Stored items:
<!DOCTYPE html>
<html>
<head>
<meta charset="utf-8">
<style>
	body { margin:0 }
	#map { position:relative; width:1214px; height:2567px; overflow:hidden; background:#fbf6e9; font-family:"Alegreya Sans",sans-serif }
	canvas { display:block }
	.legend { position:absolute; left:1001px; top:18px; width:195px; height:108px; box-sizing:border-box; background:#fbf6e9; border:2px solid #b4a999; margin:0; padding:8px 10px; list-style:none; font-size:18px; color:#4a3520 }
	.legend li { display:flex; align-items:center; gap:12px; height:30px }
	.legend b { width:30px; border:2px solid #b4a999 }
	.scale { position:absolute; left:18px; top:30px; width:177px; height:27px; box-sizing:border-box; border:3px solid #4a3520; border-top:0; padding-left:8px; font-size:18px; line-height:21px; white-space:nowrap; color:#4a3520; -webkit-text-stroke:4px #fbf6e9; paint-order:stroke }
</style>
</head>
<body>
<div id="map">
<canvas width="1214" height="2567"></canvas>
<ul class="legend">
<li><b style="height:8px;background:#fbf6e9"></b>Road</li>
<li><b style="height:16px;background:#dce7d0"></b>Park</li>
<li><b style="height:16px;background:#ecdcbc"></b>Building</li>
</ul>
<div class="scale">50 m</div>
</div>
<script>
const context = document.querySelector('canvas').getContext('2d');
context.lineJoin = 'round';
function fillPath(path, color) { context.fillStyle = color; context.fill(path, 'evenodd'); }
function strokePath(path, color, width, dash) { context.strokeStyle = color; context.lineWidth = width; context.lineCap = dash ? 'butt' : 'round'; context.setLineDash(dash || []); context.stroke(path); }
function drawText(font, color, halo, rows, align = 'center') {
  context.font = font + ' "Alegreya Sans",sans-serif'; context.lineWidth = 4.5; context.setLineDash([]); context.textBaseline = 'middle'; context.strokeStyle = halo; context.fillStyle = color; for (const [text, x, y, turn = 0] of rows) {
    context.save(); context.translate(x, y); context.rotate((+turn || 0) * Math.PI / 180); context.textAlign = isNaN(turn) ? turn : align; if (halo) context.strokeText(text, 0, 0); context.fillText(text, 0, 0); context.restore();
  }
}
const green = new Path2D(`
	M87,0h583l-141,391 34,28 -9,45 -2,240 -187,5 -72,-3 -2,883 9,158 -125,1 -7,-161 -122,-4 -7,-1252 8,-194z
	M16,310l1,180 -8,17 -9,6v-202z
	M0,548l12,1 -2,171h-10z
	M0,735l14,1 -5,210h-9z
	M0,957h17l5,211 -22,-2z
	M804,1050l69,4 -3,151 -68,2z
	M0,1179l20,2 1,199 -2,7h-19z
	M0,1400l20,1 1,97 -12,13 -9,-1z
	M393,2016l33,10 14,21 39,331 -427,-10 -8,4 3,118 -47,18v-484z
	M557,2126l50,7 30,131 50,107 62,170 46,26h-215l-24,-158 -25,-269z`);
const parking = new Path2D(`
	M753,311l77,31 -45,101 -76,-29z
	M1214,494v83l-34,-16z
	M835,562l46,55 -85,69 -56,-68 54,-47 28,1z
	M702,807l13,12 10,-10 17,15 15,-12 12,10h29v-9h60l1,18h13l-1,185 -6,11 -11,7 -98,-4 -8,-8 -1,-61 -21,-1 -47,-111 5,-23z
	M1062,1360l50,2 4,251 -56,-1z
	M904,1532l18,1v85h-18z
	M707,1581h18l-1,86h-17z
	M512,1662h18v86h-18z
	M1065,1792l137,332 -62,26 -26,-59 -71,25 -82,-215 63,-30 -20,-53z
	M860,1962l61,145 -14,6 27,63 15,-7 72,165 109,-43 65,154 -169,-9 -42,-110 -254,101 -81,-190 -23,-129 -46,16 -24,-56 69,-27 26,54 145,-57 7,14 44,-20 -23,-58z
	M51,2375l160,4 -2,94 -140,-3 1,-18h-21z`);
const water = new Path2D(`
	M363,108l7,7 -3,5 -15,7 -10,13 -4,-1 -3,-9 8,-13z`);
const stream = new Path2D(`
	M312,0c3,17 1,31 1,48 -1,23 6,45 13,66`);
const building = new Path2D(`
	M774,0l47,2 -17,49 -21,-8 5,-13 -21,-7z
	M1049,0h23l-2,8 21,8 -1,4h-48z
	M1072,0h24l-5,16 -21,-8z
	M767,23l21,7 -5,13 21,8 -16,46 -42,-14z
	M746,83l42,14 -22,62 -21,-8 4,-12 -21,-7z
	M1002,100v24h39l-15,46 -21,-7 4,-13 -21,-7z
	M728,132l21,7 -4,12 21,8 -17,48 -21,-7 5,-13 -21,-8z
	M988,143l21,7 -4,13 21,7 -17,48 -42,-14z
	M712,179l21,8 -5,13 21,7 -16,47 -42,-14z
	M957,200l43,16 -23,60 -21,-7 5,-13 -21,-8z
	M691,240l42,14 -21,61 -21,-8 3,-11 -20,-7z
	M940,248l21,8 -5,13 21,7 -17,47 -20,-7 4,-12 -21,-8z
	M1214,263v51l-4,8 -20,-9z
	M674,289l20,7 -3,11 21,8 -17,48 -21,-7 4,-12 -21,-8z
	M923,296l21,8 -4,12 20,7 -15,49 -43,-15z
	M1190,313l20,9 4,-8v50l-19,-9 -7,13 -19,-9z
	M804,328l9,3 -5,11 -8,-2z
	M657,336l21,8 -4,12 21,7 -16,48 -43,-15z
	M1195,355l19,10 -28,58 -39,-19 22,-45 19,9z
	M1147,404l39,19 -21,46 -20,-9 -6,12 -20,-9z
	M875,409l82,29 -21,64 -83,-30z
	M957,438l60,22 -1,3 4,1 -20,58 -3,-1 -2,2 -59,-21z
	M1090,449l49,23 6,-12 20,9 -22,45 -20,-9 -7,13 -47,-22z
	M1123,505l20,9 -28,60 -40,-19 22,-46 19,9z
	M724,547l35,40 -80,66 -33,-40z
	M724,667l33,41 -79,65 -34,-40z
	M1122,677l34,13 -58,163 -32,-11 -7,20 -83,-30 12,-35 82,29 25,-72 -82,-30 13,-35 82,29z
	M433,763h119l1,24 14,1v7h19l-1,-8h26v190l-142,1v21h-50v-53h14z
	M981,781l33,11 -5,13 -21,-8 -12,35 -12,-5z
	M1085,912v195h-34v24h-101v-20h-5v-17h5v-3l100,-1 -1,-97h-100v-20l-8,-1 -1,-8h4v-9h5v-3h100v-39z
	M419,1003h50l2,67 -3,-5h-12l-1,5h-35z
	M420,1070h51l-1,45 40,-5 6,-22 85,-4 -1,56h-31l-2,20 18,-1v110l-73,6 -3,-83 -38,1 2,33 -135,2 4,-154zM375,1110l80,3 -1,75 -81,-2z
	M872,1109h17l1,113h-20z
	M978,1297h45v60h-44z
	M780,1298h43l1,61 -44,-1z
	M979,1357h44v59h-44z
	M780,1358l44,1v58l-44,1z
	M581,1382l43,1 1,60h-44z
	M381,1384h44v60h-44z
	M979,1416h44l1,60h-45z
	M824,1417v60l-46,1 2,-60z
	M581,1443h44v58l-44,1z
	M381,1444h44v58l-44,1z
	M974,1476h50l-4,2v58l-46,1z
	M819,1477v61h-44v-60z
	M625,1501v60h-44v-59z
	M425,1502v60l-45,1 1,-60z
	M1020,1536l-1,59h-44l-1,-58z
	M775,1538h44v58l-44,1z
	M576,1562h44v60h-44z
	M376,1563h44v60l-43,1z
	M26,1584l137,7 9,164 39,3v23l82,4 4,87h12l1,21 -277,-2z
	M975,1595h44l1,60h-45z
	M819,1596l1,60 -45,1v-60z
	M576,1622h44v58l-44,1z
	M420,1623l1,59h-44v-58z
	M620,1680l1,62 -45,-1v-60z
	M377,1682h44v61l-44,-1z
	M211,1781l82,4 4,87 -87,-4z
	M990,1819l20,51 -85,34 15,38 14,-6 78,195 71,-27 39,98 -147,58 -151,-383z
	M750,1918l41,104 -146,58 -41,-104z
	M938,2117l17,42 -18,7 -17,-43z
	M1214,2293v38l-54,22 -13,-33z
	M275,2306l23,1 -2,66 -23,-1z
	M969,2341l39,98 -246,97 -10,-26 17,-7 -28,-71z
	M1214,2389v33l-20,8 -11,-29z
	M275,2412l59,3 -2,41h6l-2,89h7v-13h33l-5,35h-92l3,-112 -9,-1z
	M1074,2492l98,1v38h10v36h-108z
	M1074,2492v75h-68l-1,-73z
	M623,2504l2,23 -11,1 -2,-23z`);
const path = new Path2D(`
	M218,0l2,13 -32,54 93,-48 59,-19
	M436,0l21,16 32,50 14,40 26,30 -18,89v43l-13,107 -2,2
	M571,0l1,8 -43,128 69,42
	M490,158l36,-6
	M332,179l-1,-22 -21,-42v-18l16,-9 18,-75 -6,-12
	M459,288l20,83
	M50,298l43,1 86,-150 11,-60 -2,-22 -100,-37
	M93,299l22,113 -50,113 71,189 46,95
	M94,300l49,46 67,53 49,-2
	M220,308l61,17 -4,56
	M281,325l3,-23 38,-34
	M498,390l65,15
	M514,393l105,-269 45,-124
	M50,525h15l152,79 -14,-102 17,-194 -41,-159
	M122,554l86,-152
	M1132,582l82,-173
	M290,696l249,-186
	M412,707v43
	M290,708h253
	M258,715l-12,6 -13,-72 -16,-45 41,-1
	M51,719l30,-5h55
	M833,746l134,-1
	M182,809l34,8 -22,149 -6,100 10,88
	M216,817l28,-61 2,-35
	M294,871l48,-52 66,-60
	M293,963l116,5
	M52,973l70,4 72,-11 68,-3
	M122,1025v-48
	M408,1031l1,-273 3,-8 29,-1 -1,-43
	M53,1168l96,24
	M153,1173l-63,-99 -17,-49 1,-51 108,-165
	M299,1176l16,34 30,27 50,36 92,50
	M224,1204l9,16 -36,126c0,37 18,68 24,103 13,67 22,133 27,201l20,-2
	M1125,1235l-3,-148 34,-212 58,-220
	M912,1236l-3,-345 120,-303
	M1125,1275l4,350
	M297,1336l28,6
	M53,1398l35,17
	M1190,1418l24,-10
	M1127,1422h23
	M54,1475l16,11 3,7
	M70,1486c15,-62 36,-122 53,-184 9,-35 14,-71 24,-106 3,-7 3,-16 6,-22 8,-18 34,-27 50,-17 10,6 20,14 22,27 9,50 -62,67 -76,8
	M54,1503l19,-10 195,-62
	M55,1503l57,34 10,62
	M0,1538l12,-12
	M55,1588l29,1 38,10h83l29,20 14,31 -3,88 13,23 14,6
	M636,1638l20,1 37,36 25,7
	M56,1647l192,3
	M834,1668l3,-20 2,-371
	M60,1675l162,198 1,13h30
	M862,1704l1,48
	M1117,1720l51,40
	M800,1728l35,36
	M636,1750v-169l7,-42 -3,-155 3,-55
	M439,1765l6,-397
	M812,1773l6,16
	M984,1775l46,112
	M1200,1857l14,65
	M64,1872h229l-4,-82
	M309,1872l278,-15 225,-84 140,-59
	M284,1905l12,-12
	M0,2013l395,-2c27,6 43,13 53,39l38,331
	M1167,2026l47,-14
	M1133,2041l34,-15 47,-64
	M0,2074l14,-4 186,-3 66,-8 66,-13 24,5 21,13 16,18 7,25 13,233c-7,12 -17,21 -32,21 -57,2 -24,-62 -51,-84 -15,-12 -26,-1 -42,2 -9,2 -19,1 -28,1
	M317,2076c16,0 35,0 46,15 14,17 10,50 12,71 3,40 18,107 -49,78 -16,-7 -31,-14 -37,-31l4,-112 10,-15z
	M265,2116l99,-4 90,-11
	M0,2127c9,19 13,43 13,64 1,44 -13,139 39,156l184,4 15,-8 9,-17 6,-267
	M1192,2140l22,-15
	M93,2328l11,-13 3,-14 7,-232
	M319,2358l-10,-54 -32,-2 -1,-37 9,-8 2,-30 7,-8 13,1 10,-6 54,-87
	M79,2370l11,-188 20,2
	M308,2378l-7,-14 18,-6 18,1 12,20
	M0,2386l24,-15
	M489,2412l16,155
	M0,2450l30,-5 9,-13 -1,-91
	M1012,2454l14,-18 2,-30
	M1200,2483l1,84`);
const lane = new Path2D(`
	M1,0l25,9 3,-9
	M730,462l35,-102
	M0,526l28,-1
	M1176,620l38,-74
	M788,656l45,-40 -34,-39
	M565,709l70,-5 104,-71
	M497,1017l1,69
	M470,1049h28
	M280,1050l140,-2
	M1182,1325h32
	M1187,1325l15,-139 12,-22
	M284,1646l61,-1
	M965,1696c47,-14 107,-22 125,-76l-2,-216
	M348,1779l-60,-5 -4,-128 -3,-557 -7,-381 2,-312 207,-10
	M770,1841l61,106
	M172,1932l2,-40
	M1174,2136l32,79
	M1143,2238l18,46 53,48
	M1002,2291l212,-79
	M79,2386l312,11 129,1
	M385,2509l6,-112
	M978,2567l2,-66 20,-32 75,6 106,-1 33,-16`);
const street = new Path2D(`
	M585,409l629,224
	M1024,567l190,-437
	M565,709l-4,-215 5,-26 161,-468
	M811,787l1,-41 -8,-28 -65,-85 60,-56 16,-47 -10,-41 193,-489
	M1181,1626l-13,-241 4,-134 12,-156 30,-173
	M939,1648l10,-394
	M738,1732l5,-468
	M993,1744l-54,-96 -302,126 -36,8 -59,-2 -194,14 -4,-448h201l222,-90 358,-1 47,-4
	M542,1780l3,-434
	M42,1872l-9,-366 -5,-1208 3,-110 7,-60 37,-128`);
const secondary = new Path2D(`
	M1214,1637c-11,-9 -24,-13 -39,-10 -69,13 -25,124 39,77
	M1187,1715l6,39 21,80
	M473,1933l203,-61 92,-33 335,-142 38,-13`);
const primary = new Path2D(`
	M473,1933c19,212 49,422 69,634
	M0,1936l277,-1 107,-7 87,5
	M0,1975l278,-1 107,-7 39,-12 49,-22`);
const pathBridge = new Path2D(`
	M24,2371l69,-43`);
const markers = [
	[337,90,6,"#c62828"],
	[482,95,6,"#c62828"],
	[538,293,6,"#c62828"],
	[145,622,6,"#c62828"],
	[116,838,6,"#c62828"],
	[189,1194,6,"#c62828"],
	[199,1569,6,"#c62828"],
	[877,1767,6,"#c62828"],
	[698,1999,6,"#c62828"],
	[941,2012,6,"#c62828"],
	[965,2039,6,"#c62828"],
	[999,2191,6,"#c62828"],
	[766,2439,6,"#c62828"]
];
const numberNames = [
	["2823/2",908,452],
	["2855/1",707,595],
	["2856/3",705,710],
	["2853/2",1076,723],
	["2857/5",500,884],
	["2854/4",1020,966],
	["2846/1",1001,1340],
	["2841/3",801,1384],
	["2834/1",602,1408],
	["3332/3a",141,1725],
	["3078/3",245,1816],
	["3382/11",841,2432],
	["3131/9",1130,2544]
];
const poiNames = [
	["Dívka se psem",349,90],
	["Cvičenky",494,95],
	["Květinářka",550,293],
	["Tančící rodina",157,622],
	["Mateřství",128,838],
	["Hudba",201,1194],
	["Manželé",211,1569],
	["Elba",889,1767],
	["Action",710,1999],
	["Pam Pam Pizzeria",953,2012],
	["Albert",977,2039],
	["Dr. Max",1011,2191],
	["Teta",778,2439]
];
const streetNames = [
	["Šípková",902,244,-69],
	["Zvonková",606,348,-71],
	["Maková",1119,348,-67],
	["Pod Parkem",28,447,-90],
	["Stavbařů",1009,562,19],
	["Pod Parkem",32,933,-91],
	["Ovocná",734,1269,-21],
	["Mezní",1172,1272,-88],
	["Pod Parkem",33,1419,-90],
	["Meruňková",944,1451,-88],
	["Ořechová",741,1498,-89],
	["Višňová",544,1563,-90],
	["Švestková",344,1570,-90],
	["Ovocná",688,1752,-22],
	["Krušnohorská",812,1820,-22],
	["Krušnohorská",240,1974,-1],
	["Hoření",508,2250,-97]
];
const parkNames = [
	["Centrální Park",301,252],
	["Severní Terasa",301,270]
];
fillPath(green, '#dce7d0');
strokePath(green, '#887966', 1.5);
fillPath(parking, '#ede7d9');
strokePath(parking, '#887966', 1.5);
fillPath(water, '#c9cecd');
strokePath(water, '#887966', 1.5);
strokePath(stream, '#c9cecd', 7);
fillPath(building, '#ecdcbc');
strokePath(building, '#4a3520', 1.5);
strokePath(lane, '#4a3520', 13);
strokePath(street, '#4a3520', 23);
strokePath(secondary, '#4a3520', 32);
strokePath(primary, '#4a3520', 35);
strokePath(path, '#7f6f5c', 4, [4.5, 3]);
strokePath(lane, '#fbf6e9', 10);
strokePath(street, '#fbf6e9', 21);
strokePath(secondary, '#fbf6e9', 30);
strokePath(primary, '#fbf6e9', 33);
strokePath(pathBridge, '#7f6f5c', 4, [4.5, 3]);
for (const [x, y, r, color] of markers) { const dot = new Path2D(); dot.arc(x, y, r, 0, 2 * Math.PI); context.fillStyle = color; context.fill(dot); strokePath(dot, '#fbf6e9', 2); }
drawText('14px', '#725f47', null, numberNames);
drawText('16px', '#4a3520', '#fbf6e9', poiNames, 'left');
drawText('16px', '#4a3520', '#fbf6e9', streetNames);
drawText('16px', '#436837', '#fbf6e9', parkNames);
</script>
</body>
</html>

TRY IT: Could you write out, exactly as they stand, only the lines above that begin at the line with "M939,1648l10,-394" and stop after the line with "M1214,1637c-11,-9 -24,-13 -39,-10"?

TASK OUTPUT:
	M939,1648l10,-394
	M738,1732l5,-468
	M993,1744l-54,-96 -302,126 -36,8 -59,-2 -194,14 -4,-448h201l222,-90 358,-1 47,-4
	M542,1780l3,-434
	M42,1872l-9,-366 -5,-1208 3,-110 7,-60 37,-128`);
const secondary = new Path2D(`
	M1214,1637c-11,-9 -24,-13 -39,-10 -69,13 -25,124 39,77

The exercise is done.